#### Excerpted data:
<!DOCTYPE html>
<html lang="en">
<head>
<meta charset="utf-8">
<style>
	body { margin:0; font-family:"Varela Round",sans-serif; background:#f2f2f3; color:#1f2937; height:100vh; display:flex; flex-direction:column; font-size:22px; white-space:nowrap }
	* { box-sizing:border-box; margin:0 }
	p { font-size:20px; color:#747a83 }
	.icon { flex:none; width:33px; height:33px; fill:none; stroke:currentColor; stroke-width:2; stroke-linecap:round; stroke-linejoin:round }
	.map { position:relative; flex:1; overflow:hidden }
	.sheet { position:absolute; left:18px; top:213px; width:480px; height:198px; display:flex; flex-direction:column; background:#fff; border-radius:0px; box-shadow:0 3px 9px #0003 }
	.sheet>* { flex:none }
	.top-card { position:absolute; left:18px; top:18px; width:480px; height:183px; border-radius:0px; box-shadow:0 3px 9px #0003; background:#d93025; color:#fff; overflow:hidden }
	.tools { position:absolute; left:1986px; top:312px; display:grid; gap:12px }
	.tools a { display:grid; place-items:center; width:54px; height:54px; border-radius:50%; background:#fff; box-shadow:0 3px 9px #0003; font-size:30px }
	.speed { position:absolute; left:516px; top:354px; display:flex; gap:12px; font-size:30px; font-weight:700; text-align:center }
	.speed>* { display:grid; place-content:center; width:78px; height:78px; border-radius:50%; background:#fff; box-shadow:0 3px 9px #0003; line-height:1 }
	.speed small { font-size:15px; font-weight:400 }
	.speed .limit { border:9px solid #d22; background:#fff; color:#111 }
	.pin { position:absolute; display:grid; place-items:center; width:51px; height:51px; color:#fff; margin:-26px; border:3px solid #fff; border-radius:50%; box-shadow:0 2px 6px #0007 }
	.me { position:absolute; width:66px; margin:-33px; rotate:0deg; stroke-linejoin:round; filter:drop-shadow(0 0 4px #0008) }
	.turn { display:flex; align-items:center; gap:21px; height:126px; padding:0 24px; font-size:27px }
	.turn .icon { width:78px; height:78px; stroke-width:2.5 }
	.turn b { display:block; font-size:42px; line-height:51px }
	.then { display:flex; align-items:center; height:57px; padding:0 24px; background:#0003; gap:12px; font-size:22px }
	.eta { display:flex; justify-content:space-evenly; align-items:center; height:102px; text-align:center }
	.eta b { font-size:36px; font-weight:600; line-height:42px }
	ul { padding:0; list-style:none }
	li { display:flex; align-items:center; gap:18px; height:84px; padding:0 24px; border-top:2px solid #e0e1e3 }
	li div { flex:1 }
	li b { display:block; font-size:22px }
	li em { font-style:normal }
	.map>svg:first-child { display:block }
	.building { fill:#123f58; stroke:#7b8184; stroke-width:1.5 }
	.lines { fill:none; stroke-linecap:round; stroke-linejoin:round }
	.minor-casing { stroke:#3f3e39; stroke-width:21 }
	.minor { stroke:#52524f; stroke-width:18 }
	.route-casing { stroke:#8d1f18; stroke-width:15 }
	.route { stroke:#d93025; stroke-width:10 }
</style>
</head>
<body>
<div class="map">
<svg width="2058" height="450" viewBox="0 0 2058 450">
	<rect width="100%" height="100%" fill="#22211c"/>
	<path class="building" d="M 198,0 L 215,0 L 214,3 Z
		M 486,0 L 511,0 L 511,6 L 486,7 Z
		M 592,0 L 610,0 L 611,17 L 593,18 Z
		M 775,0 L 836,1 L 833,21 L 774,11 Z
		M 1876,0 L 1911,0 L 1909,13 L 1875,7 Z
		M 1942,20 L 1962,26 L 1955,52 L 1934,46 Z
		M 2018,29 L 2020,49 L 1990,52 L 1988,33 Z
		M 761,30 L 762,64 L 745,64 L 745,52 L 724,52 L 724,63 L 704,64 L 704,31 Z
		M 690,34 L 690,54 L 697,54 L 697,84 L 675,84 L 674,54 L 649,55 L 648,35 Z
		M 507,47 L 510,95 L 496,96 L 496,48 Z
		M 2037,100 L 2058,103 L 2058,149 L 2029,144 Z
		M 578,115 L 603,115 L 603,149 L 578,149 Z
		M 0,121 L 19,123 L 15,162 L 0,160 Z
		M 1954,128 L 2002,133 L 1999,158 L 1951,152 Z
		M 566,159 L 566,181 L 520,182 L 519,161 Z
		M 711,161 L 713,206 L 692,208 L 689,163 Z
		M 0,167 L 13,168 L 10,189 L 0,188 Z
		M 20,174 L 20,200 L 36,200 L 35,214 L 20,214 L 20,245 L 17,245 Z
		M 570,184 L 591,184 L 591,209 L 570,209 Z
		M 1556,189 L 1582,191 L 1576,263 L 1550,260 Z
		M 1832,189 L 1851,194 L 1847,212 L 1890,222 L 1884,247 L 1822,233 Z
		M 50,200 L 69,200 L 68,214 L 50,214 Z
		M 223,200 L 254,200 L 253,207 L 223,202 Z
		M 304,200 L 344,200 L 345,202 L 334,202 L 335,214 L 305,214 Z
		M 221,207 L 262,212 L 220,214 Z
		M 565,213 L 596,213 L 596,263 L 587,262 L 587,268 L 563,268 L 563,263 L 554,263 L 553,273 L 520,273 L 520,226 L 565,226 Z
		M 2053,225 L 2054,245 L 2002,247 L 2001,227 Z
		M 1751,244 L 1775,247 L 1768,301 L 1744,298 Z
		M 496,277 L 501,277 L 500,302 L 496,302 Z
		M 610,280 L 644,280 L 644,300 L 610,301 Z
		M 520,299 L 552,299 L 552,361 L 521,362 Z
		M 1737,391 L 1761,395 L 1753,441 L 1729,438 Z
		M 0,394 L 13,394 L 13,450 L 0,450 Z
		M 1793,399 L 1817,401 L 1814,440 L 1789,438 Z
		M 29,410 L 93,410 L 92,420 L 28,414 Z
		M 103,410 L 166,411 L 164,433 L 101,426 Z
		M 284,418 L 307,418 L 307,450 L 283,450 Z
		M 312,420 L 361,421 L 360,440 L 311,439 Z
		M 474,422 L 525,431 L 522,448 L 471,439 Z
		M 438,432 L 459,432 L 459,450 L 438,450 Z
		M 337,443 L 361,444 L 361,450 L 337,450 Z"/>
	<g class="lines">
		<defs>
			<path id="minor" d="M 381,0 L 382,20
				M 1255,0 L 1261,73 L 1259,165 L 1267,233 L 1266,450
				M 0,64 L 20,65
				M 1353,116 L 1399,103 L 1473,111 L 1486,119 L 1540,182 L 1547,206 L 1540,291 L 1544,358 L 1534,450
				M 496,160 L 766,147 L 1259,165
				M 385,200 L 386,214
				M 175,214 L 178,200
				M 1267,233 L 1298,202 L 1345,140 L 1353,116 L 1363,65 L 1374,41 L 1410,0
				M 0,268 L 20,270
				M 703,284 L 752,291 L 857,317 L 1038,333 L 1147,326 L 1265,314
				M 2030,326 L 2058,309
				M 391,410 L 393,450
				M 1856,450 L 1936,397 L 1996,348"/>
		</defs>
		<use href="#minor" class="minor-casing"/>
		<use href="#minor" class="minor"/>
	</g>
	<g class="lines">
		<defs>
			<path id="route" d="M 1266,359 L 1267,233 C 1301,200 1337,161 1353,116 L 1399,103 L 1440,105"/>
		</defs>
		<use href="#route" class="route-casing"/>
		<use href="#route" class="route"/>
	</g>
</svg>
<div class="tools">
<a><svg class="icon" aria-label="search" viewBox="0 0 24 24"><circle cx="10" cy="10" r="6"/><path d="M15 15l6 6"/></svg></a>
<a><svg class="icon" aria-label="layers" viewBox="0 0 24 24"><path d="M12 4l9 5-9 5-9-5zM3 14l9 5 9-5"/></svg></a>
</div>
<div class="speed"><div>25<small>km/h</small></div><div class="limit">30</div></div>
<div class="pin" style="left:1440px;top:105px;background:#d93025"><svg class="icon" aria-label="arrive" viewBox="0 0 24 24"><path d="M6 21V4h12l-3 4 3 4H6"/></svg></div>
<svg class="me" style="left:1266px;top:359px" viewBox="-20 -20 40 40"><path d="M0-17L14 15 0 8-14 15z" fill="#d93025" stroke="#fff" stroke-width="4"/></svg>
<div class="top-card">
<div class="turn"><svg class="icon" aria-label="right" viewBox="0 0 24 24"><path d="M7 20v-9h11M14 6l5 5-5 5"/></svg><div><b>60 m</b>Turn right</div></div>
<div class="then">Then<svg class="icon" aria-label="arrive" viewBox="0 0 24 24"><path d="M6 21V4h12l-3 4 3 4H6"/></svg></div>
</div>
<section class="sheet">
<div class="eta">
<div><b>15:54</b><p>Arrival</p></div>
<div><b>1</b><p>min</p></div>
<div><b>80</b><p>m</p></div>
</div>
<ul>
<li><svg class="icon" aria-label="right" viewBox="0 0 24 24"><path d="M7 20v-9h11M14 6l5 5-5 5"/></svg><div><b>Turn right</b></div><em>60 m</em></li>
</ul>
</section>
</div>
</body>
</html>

#### Work order:
Start at the first line of the entries and stop at the line that contains "position:absolute; left:18px; top:18px;". Repeat every line in that span exactly, and nothing beyond it.

#### Result of this exercise:
<!DOCTYPE html>
<html lang="en">
<head>
<meta charset="utf-8">
<style>
	body { margin:0; font-family:"Varela Round",sans-serif; background:#f2f2f3; color:#1f2937; height:100vh; display:flex; flex-direction:column; font-size:22px; white-space:nowrap }
	* { box-sizing:border-box; margin:0 }
	p { font-size:20px; color:#747a83 }
	.icon { flex:none; width:33px; height:33px; fill:none; stroke:currentColor; stroke-width:2; stroke-linecap:round; stroke-linejoin:round }
	.map { position:relative; flex:1; overflow:hidden }
	.sheet { position:absolute; left:18px; top:213px; width:480px; height:198px; display:flex; flex-direction:column; background:#fff; border-radius:0px; box-shadow:0 3px 9px #0003 }
	.sheet>* { flex:none }
	.top-card { position:absolute; left:18px; top:18px; width:480px; height:183px; border-radius:0px; box-shadow:0 3px 9px #0003; background:#d93025; color:#fff; overflow:hidden }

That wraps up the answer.